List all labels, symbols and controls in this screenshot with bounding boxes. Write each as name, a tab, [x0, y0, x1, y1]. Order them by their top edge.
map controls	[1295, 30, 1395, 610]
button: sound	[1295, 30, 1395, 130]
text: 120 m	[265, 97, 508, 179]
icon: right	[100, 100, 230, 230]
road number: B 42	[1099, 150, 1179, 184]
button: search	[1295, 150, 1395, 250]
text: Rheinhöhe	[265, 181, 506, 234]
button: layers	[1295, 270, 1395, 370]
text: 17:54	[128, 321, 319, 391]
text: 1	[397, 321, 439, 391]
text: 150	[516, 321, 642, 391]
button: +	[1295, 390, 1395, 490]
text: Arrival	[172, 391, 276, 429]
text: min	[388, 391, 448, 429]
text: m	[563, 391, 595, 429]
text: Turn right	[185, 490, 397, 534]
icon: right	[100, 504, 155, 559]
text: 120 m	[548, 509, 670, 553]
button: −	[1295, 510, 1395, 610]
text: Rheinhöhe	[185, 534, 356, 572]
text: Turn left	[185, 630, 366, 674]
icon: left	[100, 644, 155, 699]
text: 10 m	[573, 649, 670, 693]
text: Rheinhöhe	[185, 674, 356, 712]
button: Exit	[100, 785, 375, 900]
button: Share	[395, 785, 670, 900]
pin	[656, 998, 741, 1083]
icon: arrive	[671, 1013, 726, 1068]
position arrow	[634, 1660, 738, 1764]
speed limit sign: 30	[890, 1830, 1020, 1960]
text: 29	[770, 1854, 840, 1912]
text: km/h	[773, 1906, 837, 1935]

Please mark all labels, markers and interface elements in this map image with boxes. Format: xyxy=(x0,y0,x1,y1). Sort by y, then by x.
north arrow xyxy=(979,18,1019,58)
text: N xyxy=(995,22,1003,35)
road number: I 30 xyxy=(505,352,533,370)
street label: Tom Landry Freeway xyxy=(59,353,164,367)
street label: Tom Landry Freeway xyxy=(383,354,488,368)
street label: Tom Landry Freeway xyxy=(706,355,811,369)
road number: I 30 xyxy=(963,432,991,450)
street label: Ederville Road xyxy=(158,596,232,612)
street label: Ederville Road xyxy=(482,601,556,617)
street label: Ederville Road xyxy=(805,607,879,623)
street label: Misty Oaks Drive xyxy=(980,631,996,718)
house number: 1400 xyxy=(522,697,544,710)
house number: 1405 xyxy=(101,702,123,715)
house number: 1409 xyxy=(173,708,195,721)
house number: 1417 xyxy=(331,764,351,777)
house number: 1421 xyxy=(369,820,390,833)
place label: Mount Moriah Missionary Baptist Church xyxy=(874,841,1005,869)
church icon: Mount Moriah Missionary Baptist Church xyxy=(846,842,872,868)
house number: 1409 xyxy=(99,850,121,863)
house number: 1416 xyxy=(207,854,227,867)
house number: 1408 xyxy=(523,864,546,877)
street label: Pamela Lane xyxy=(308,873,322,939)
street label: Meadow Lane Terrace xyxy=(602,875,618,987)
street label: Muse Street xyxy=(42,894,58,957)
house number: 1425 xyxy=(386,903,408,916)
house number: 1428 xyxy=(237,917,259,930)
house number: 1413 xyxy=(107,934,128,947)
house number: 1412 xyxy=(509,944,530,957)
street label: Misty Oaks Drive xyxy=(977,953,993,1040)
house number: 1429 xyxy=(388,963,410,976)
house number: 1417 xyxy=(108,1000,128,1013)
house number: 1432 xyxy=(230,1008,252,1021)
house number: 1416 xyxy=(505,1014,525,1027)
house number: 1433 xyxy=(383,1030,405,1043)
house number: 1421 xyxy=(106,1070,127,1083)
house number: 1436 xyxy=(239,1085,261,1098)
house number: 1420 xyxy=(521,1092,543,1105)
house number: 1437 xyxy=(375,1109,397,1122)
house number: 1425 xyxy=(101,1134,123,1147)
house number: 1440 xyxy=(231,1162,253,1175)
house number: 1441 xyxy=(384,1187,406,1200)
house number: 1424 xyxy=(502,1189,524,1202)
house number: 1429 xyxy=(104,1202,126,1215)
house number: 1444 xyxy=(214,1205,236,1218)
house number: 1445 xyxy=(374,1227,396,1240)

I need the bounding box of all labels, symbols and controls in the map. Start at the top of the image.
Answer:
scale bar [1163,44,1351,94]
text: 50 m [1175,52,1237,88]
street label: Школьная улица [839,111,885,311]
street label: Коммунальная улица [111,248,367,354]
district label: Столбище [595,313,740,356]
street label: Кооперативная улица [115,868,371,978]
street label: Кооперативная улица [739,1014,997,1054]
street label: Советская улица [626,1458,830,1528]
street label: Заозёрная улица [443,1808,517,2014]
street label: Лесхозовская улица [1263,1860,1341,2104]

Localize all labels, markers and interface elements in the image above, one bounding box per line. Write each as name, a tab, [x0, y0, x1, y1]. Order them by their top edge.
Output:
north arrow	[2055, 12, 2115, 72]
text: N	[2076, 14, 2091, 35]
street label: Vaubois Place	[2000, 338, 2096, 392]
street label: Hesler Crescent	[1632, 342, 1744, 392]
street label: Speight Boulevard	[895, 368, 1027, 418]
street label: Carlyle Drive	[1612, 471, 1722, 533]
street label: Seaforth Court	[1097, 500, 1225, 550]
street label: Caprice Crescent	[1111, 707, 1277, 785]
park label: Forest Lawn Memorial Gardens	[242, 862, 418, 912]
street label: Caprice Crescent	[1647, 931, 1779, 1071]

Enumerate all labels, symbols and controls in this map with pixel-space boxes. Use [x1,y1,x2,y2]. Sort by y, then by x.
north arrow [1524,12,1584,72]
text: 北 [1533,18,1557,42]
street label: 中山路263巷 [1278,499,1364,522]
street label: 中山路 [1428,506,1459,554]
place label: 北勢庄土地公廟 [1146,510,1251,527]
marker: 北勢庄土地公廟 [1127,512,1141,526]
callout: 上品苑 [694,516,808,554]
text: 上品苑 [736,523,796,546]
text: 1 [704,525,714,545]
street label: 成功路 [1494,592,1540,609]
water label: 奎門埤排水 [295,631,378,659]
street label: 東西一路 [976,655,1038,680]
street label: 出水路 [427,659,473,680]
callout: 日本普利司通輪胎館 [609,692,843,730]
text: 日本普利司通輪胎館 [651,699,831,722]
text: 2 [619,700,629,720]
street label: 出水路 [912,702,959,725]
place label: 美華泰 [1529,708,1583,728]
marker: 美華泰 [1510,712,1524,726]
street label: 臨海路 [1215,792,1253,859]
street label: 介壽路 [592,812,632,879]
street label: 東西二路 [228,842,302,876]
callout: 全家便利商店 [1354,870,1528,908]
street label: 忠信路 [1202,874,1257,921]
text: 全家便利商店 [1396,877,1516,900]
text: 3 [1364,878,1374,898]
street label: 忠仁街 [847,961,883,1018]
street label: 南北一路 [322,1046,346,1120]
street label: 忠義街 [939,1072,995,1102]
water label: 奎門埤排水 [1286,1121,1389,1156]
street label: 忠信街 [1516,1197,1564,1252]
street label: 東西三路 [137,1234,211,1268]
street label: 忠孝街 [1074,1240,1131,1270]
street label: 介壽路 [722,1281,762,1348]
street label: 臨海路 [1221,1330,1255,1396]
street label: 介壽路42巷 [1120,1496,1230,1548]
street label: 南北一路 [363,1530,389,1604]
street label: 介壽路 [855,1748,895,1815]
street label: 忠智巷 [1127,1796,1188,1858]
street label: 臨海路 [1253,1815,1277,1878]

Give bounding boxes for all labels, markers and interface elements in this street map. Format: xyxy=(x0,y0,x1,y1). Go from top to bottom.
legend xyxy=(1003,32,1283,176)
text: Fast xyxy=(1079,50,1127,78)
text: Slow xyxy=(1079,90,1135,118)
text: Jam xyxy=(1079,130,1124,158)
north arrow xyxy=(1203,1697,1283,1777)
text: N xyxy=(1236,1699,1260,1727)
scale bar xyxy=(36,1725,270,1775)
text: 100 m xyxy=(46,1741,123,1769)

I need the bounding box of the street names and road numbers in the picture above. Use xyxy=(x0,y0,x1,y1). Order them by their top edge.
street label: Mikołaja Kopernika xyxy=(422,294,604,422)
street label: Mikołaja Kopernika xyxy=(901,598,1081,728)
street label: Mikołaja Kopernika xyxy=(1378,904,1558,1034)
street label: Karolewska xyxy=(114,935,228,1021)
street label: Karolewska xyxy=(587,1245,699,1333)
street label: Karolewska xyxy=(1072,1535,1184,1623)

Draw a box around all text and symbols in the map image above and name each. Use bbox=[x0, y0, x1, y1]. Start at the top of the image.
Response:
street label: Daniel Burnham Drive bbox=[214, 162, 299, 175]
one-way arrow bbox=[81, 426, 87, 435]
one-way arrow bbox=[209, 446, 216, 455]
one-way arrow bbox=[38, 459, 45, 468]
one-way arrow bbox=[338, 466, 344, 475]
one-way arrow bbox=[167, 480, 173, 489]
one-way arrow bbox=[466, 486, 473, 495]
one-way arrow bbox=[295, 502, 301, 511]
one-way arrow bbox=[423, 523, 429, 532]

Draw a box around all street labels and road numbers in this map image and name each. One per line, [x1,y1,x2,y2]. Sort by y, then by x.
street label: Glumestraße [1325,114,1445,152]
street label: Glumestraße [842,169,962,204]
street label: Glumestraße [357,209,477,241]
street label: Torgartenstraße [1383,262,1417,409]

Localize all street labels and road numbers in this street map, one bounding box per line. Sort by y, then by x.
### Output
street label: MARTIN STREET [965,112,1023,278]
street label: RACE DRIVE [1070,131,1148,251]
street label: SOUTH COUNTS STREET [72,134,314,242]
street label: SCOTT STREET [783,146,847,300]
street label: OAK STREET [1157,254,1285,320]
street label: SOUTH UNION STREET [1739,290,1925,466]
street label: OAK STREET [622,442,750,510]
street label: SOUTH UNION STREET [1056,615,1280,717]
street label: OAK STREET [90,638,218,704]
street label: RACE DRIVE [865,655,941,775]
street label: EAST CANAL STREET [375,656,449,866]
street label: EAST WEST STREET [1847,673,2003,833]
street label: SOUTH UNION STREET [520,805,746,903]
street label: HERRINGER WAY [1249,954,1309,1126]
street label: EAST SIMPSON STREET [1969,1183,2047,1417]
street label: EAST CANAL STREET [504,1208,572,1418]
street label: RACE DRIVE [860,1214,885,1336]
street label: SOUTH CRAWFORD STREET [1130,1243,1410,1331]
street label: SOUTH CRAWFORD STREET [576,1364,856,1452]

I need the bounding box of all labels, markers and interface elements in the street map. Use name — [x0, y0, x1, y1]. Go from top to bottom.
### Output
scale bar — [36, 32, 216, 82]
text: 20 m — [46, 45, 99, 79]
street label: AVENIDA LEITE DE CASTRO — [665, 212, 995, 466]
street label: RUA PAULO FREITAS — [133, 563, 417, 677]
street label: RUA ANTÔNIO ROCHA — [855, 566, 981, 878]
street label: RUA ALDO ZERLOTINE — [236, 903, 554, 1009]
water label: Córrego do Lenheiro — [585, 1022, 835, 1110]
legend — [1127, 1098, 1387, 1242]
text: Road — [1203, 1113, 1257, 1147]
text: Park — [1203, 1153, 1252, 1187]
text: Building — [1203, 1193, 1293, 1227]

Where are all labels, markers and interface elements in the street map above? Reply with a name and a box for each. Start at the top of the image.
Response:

☆ ☆ ☆

Task goal =>
Determine how many lines in the listing above hold the string "Start", then write only the number.

Output of the task =>
3